En cierta oportunidad, viéndose obligado a marcharse a Castilla para negociar con el soberano el envío de bastimento y pertrechos, el conde Alvar dejó a la condesa y a su sobrino don Tello como guardianes de la fortaleza, junto con cuarenta y cinco caballeros.
Don Tello, que era un joven demasiado impetuoso, deseando ejercitarse en el combate, reunió a todos los soldados y caballeros de que disponía y se dirigió hacia tierras de musulmanes hispanos, animado a efectuar una notable algarada.
Mientras tanto, al-Ahmar organizaba su ejército para apoderarse precisamente de Martos, que era considerada una posición estratégica. Poco después, los musulmanes cercaban la peña.
Sin otra compañía que sus dueñas y doncellas y varios viejos guerreros que, por su edad y achaques, no habían podido participar en la correría de don Tello, la condesa de Castro se halló en una situación muy difícil y comprometida.
Sin embargo, no se amilanó. Demostrando que su valor era parejo a su ingenio, ideó una estratagema: ella y sus doncellas y dueñas se vistieron con corazas, cotas, cascos y celadas.

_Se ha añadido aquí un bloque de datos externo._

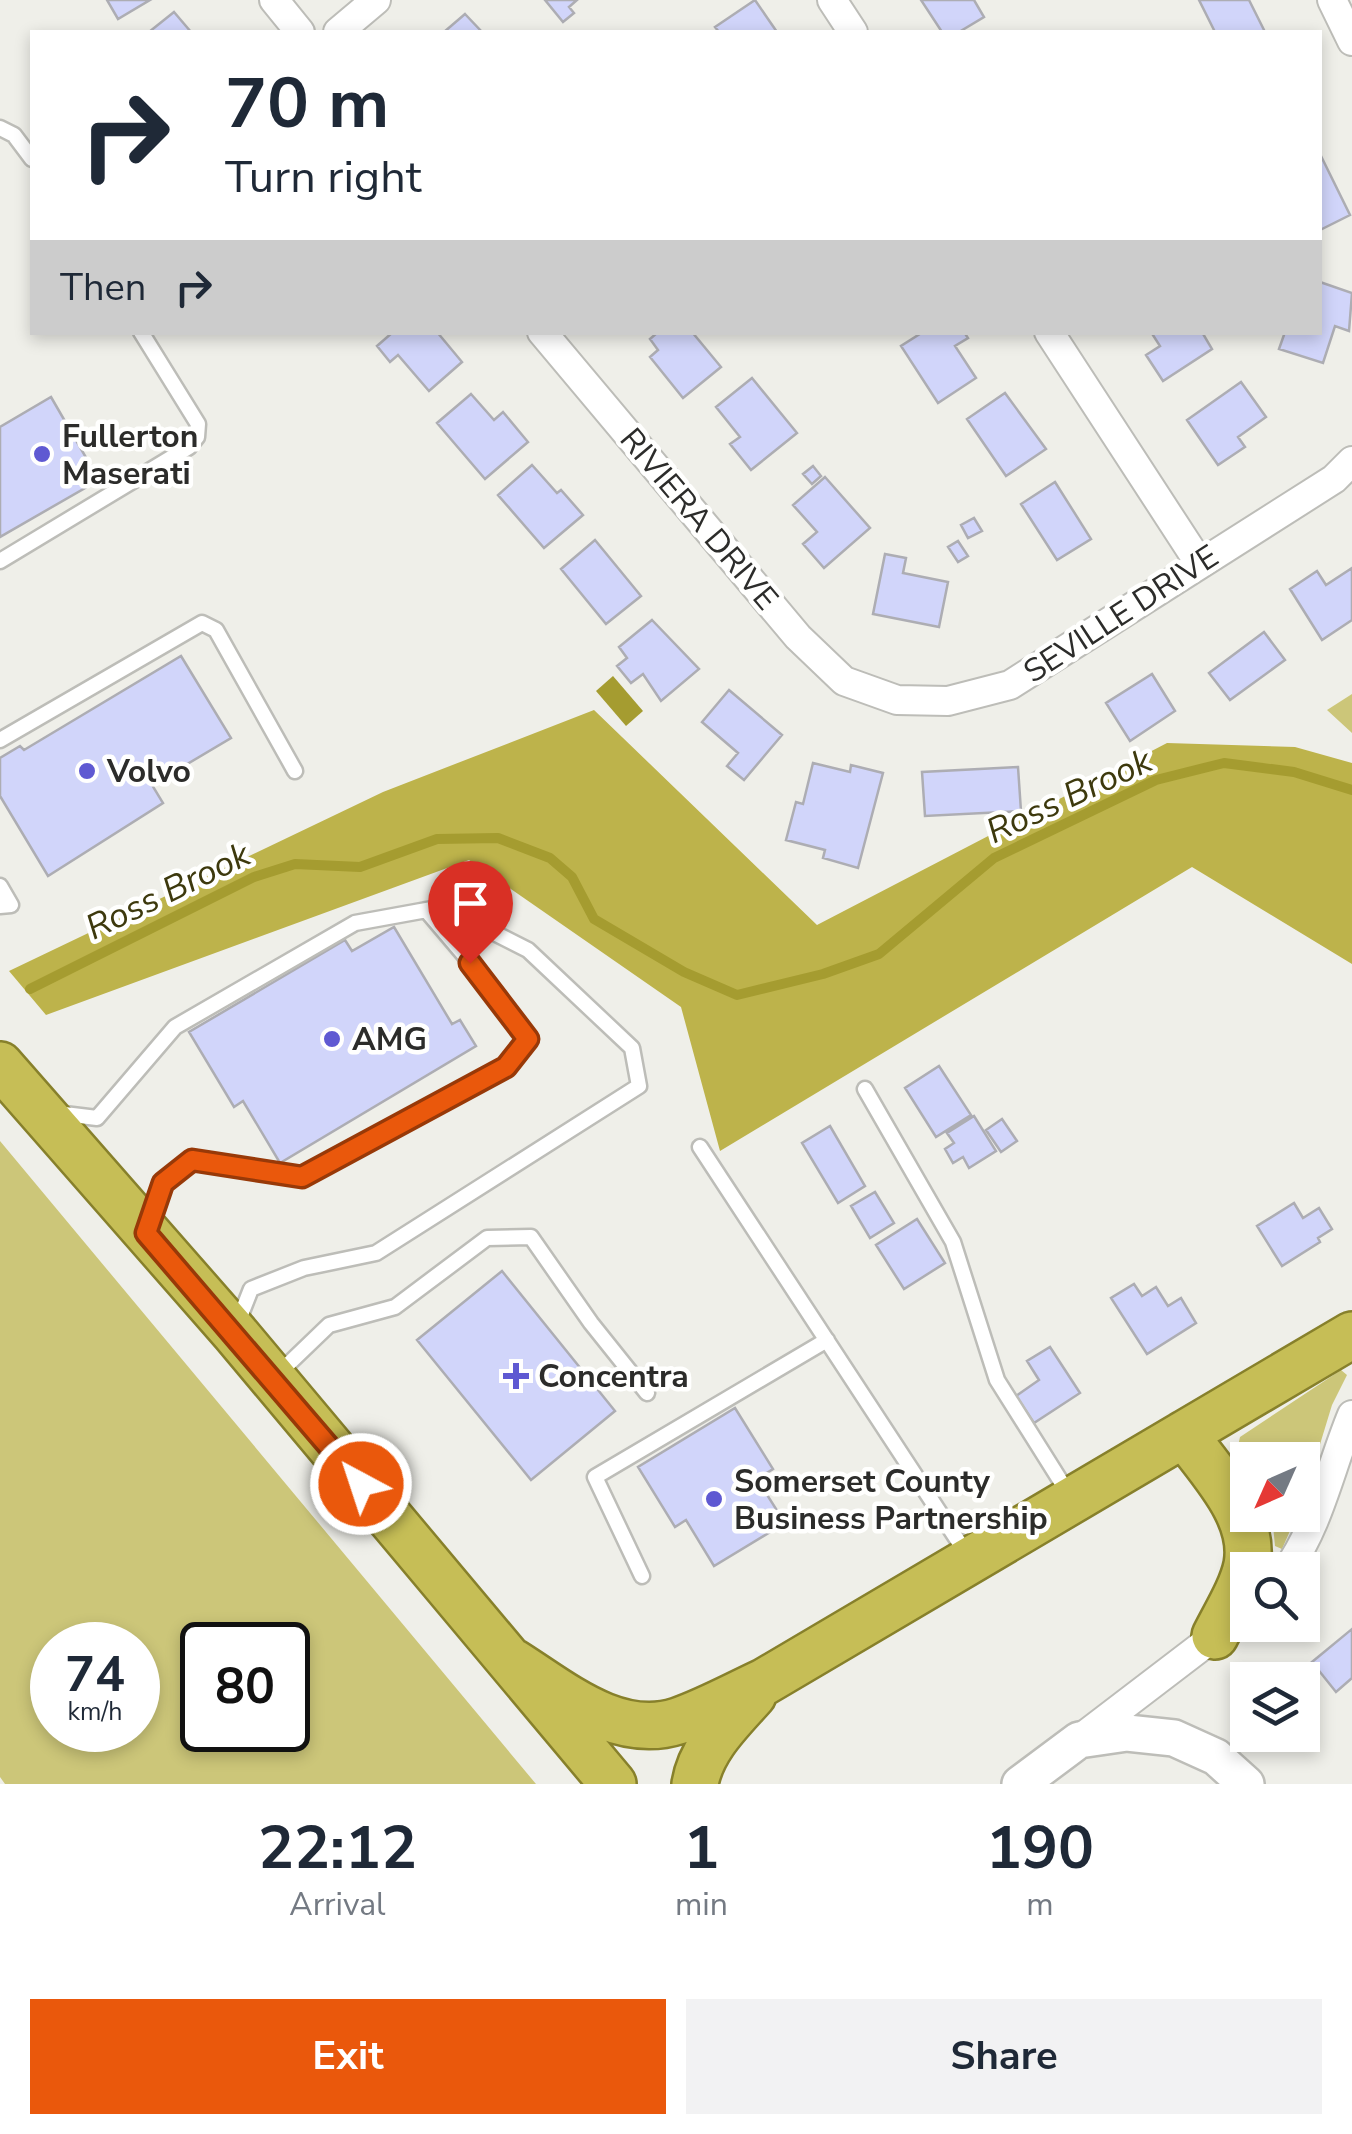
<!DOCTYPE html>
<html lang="en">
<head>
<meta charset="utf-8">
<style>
	:root { --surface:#fff; --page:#f2f2f3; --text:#1f2937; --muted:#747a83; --accent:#ea580c }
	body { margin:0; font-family:"Nunito Sans",sans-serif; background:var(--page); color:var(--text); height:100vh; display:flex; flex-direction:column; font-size:38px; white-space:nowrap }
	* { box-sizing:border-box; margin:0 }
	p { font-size:32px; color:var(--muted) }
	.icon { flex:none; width:55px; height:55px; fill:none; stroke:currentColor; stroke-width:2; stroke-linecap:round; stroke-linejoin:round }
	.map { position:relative; height:1784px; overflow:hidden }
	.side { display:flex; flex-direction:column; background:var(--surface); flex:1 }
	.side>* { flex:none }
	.guide { position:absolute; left:30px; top:30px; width:1292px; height:305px; border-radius:0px; box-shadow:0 5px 15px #0003; background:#fff; color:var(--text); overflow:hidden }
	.needle { width:65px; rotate:225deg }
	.controls { position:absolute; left:1230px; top:1442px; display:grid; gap:20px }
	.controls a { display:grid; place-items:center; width:90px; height:90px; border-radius:0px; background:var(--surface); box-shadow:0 5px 15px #0003; font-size:50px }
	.speed { position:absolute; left:30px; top:1622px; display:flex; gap:20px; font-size:50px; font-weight:700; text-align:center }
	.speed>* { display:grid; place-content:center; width:130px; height:130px; border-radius:50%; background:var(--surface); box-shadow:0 5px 15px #0003; line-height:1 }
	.speed small { font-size:25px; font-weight:400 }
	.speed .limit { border:5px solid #111; border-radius:15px; background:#fff; color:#111 }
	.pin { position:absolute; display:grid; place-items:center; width:85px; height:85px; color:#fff; margin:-102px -42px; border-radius:50% 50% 50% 0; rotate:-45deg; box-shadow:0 0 10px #0007 }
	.pin .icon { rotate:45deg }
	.me { position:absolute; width:110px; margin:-55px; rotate:320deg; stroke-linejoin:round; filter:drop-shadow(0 0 8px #0008) }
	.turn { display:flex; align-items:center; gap:35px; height:210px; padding:0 30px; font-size:45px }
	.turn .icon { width:130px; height:130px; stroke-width:2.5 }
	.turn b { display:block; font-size:70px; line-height:85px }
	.then { display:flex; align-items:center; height:95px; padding:0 30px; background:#0003; gap:20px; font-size:38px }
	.eta { display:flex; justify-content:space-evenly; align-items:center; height:170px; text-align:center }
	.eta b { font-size:60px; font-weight:700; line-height:70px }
	.action { display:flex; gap:20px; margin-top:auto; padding:20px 30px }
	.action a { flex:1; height:115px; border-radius:0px; background:var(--accent); color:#fff; font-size:40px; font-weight:700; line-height:115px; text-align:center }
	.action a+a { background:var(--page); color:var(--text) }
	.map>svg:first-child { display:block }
	.green { fill:#ccc679; fill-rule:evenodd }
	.forest { fill:#bdb34b }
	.water { fill:#a59c30 }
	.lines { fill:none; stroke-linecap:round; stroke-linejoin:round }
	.stream { stroke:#a59c30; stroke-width:10 }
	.building { fill:#d1d5fa; stroke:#adadb3; stroke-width:2.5 }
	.service-casing { stroke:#bdbdb8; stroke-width:19 }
	.minor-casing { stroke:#bdbdb8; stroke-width:32 }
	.tertiary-casing { stroke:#bdbdb8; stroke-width:40 }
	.trunk-casing { stroke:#87802b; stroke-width:50 }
	.service { stroke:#fff; stroke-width:14 }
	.minor { stroke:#fff; stroke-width:28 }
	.tertiary { stroke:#fff; stroke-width:35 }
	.trunk { stroke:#c6be56; stroke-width:45 }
	.route-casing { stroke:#983908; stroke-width:25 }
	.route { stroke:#ea580c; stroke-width:18 }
	.poi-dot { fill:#5f59d2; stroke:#fffffe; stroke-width:4 }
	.labels { text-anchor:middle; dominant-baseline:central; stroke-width:9; stroke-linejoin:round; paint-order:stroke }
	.poi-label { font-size:32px; font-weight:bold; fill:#2c2c2a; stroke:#fffffe; text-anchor:start }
	.street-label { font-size:32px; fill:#2c2c2a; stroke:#fffffe }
	.water-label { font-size:35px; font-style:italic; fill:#3d390d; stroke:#fffffe }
</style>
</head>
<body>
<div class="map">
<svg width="1352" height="1784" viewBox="0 0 1352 1784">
	<rect width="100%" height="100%" fill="#efefe9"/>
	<!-- green -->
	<path class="green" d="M1352,694V733L1327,710Z
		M0,1141L536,1784H5L0,1777ZM52,1645H138V1730H52ZM202,1645H288V1730H202Z
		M1341,1370L1347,1375L1332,1405L1303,1500L1302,1460L1247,1462L1238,1446L1240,1437Z
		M1272,1515H1297L1282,1549L1275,1546Z"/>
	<!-- forest -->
	<path class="forest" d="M594,710L817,925L1167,743L1295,747L1352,763V964L1192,867L720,1151L681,1007L469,860L46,1015L9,971L383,792Z"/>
	<!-- water -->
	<path class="water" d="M613,676L643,711L626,726L596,691Z"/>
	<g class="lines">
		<!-- stream -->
		<path class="stream" d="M30,989L254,877L295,864L360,867L437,839L498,838L550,858L572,877L594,919L684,972L737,995L823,974L879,954L994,858L1156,780L1224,763L1294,772L1352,790"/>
	</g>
	<!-- building -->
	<path class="building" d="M107,0H150L118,19Z
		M545,0H577L569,7L574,13L563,22Z
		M755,0L777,32H719L715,27Z
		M921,0H974L984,17L959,32H942Z
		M1199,0H1249L1265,32H1215Z
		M174,12L191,32H149Z
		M465,14L482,32H444Z
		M1320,154L1350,215L1320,230Z
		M1320,282L1352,293L1349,331L1335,326L1323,363L1279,349L1285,332H1320Z
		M393,332H437L462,362L429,391L398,355L390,362L377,346Z
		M658,332H692L721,367L683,398L650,357L658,350L650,339Z
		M923,332H964L968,338L955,346L976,378L938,403L901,346Z
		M1151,332H1202L1212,349L1163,381L1146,355L1160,346Z
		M752,378L797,433L751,470L730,444L740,437L716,407Z
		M1241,382L1266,417L1238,437L1245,447L1218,465L1187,420Z
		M1005,393L1046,449L1006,476L967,419Z
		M471,394L494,420L503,412L528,442L485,479L437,423Z
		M51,397L99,480L0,537V427Z
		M532,465L557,493L561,490L583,515L544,548L498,495Z
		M813,466L821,476L812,484L803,474Z
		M825,477L870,528L824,568L803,544L817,532L793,505Z
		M1055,482L1091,539L1057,560L1021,504Z
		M974,518L982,531L968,538L961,525Z
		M595,540L641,596L606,624L561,569Z
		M958,541L968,556L958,562L948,547Z
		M885,554L906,558L903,573L948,582L939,627L873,614Z
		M1352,568V620L1322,640L1290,589L1317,571L1326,585Z
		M652,620L699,669L661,701L643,674L631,683L617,666L627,658L619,647Z
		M1264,632L1285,660L1230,700L1209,673Z
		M181,656L231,738L152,785L163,803L48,876L0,796V758L20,746L24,750Z
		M1152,674L1175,711L1130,741L1106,703Z
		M729,690L782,735L744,780L727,766L738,753L702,722Z
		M813,763L850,772L851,765L883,773L858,868L823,858L825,850L786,840L796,802L803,804Z
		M1018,767L1021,811L925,816L922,772Z
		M394,927L452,1024L460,1020L476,1046L280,1163L243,1101L234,1107L189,1032L345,940L352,951Z
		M939,1066L971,1115L936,1137L905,1088Z
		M974,1116L996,1151L969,1168L963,1157L953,1163L945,1149L954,1143L947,1133Z
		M1002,1119L1017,1141L1001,1152L986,1130Z
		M830,1126L865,1186L838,1203L802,1143Z
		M875,1192L894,1223L870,1238L851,1206Z
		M1294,1203L1303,1218L1319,1208L1332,1229L1318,1238L1320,1242L1282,1266L1257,1226Z
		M917,1219L945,1263L904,1289L876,1245Z
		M502,1271L615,1411L531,1480L417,1340Z
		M1134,1284L1142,1296L1156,1287L1168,1306L1181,1298L1196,1323L1147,1354L1111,1298Z
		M1050,1347L1080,1393L1034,1423L1016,1396L1039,1380L1027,1361Z
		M735,1408L773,1469L757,1479L785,1523L714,1566L686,1520L675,1527L638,1467Z
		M1352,1629V1678L1336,1692L1312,1662Z"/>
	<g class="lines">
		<defs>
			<path id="service" d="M0,128L14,135L32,159
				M0,561L189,447L197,437L198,424L141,332
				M0,740L202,623L216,630L295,771
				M0,886L11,905L0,906
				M865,1089L953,1242L997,1380L1070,1496
				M56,1113L97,1118L175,1027L355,923L443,907L528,950L632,1048L639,1086L376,1253L304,1268L251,1289L238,1322
				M700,1147L968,1556
				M149,1223L163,1183L193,1160L303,1177L506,1067L529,1039L493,989L426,910
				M277,1375L329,1325L395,1307L487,1238L531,1237L591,1323L647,1393
				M642,1576L595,1477L827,1340"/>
			<path id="minor" d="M274,0L300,32
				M832,0L853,32
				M1332,0L1352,41
				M338,32L376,0
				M542,332L798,637L844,681L897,700L948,701L1010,685L1334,479L1352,461
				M1049,332L1200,564
				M1287,1570C1320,1523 1330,1468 1352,1415
				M1080,1739L1224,1629"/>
			<path id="tertiary" d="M1020,1784L1079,1740L1127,1733L1174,1738L1216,1757L1246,1784"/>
			<path id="trunk" d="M0,1065L234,1332L613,1784
				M1184,1434C1211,1471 1256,1516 1247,1565C1242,1589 1226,1614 1215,1636
				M513,1662C561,1692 617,1741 678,1721C707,1711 736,1695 764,1682L1352,1335
				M695,1784C701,1748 730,1721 753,1695"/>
		</defs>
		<!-- service casing -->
		<use href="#service" class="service-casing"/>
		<!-- minor casing -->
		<use href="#minor" class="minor-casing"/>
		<!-- tertiary casing -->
		<use href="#tertiary" class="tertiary-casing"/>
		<!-- trunk casing -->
		<use href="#trunk" class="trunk-casing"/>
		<!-- service -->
		<use href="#service" class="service"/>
		<!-- minor -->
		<use href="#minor" class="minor"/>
		<!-- tertiary -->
		<use href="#tertiary" class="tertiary"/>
		<!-- trunk -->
		<use href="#trunk" class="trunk"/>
	</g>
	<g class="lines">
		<defs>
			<path id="route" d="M361,1484L146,1233L163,1183L192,1160L302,1177L506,1067L528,1039L470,963"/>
		</defs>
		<!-- route casing -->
		<use href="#route" class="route-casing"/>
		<!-- route -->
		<use href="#route" class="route"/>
	</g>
	<!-- markers -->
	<g class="poi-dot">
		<circle cx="42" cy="454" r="10"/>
		<circle cx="87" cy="771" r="10"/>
		<circle cx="332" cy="1039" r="10"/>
		<path d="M511 1361h10v10h10v10h-10v10h-10v-10h-10v-10h10z"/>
		<circle cx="714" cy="1499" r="10"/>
	</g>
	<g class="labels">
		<!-- poi labels -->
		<g class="poi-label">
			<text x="62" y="436">Fullerton<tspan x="62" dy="37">Maserati</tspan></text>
			<text x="107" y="771">Volvo</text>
			<text x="352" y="1039">AMG</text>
			<text x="538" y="1376">Concentra</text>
			<text x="734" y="1481">Somerset County<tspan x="734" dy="37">Business Partnership</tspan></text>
		</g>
		<!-- street labels -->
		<g class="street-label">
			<text transform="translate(699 519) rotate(50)">RIVIERA DRIVE</text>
			<text transform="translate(1121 614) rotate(-33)">SEVILLE DRIVE</text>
		</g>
		<!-- water labels -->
		<g class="water-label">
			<text transform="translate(1069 796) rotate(-25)">Ross Brook</text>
			<text transform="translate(168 891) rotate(-26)">Ross Brook</text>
		</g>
	</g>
</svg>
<div class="controls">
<a><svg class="needle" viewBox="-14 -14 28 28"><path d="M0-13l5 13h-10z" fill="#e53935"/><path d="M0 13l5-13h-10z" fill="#747a83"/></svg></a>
<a><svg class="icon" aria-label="search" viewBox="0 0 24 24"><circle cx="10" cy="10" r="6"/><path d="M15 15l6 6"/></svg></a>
<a><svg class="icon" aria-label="layers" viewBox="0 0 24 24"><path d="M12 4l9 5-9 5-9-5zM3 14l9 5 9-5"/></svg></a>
</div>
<div class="speed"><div>74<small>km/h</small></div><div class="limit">80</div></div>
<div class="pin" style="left:470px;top:963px;background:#d93025"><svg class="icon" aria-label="arrive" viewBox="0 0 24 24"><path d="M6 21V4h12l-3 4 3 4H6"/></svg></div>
<svg class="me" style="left:361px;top:1484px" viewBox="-20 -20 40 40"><circle r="17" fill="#ea580c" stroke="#fff" stroke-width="3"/><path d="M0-11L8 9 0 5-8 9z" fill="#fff"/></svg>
<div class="guide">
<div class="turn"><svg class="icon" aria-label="right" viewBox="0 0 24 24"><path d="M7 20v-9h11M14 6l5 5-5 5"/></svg><div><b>70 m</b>Turn right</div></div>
<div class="then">Then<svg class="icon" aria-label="right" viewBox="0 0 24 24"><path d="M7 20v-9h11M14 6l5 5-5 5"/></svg></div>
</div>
</div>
<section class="side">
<div class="eta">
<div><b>22:12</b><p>Arrival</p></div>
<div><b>1</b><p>min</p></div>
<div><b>190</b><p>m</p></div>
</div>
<div class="action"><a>Exit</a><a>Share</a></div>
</section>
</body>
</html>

Después, armadas con escudos y lanzas se repartieron parejamente por las saeteras de las murallas que circundaban el castillo. De esta manera, los enemigos creerían que el recinto se hallaba defendido.
Y, efectivamente, vistas desde fuera parecían ser realmente guerreros. Cuando los ataques del ejército musulmán comenzaron, las mujeres respondieron arrojando piedras, saetas y galgas, que arrancaban de la misma muralla, y lograron repelerlos en varias oportunidades.
Coincidiendo con el desarrollo de un peligroso ataque, animosamente replicado desde la fortaleza, llegó don Tello con sus huestes, muy satisfecho por la algarada realizada y por los daños infligidos al enemigo. En el fragor del combate, ni sitiados ni sitiadores advirtieron su arribo.
El aparato bélico dispuesto en torno al castillo los sumió en el natural desconcierto. Pero, una vez repuestos de la sorpresa y acicateados por el temor de que la condesa y sus damas cayeran en cautividad, se dispusieron a presentar combate lo antes posible.
Con la ventaja que les proporcionaba el hecho de que su presencia fuera ignorada por los musulmanes, acometieron violentamente por la retaguardia enemiga, logrando atravesar el cerco. Poco después franqueaban las puertas del amurallado recinto.
Los musulmanes se dieron cuenta recién entonces del ardid empleado por la condesa de Castro y quedaron asombrados por el valor demostrado por aquellas mujeres. Tras considerar las dificultades que presentaba la empresa, dados los animosos refuerzos que acababan de recibir los sitiados, resolvieron levantar el cerco y regresar a sus tierras.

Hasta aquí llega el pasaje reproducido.